BY DITIRO MASUKU
It’s a song about the misfortunes of death. And he poured his heart out while singing it in church.
“It was supposed to be punishment,” teenager Andrea Sibanda (13) tells us.
But one of the church members was so moved, he took a video of the young vocalist, and soon it became a hit on the internet.
So much that DJ Maphorisa as well as Aubrey Qwana reached out to the talented Zimbabwean-born teenager for a collaboration.
And soon he was packing his bags, heading for South Africa to launch his musical career.
“I was told by my manager that we would be coming to South Africa a week before we came, so every day I was preparing myself.

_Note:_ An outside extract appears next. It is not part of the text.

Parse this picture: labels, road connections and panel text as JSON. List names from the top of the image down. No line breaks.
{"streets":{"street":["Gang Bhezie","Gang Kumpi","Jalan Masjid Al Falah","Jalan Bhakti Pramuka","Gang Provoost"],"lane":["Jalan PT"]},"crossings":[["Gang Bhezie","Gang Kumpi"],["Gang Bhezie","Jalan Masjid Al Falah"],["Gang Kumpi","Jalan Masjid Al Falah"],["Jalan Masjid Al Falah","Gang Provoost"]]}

“And when my dad showed me the tickets, I knew we were indeed going to South Africa,” says Andrea.
His dreams are becoming a reality faster than he’d imagined possible.
It was a trip he would never forget.
“The morning we were leaving, we woke up together as a family and prayed.
“We had already packed some stuff, so I bathed, and my mom made sure I was looking good for the trip.
“To be honest I was nervous. It was my first time to be in an airplane! So, I did not know what to expect.
“We went to the airport four hours before our flight, to make sure I do not miss this one. I just want to thank Zimbabwean businessman Mr Tinashe Mutarisi, who made this trip possible.”
He says it was his first time coming to South Africa.
“My first time flying, first time in South Africa, first time in Sandton. The roads from the airport were so amazing.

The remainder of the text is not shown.